6. Trex is environmentally friendly. Building a traditional deck requires the use of many trees, the number depending upon the size of the deck. In addition to the reducing the shade and shelter that some other plants and animals depend upon for survival, every tree cut down decreases the amount of oxygen that is released in to the environment. Trex, on the other hand, as the first and largest composite decking manufacturer, recycles approximately 6 million pounds of plastic each and every year. This is because composites are usually made out of waste, including saw dust, old plastic milk jugs, shopping bags and other items typically thought of as garbage. In fact, unlike traditional wooden decks, which can impact the environment negatively by encouraging the chopping down of trees, every 20 feet of Trex decking actually saves 30 pounds of material from its fate in a landfill.

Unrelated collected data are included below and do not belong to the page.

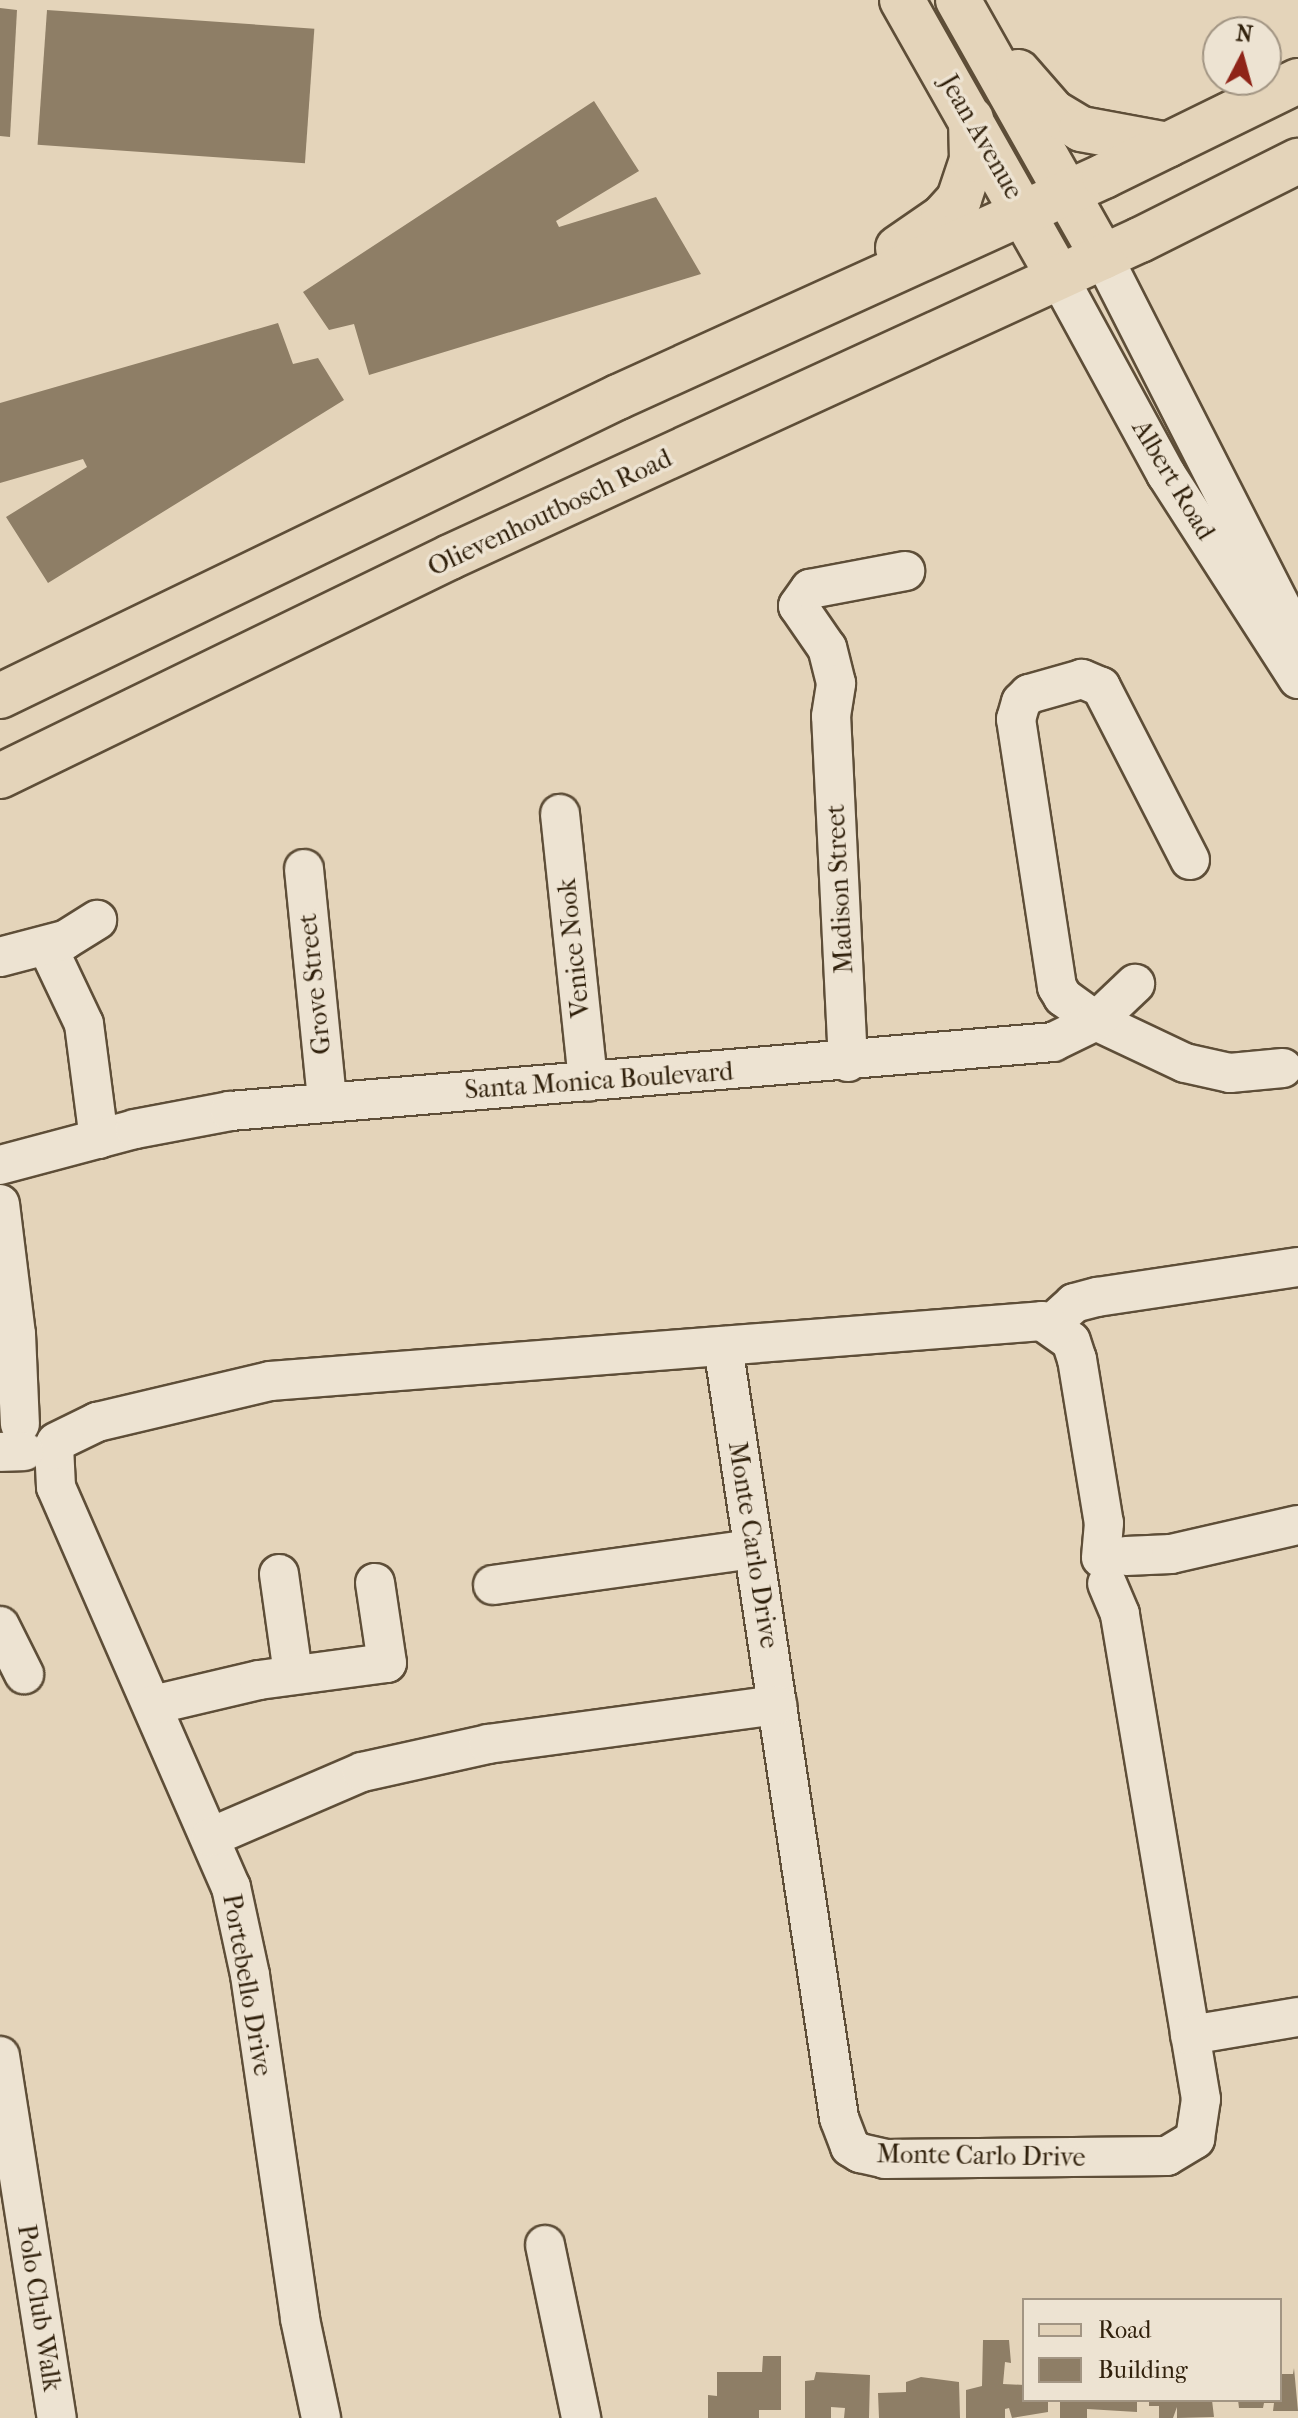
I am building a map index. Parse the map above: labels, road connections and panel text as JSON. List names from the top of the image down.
{
  "streets": {
    "main road": ["Jean Avenue", "Olievenhoutbosch Road"],
    "street": [
      "Albert Road",
      "Madison Street",
      "Venice Nook",
      "Grove Street",
      "Santa Monica Boulevard",
      "Monte Carlo Drive",
      "Portebello Drive",
      "Polo Club Walk"
    ]
  },
  "crossings": [
    ["Jean Avenue", "Albert Road"],
    ["Jean Avenue", "Olievenhoutbosch Road"],
    ["Albert Road", "Olievenhoutbosch Road"],
    ["Madison Street", "Santa Monica Boulevard"],
    ["Venice Nook", "Santa Monica Boulevard"],
    ["Grove Street", "Santa Monica Boulevard"],
    ["Santa Monica Boulevard", "Portebello Drive"]
  ],
  "legend": ["Road", "Building"],
  "north": "top"
}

7. Trex decks come in at a similar cost to wooden decks over the lifetime of a deck. The initial investment in a wooden deck can fool some homeowners into thinking that the cost of a Trex deck is more than the cost of a wooden deck. The fact is, however, that after factoring in the cost of yearly maintenance for a wooden deck over a decade, the total cost of the inital purchase plus maintenance are nearly identical. Further, if a homeowner intends to do any of the maintenance for a wooden deck himself or herself the cost of his or her time should also be factored in to the total cost of owning the deck. When the difference in overall price is negligible, making the choice to have Trex decking is a no-brainer.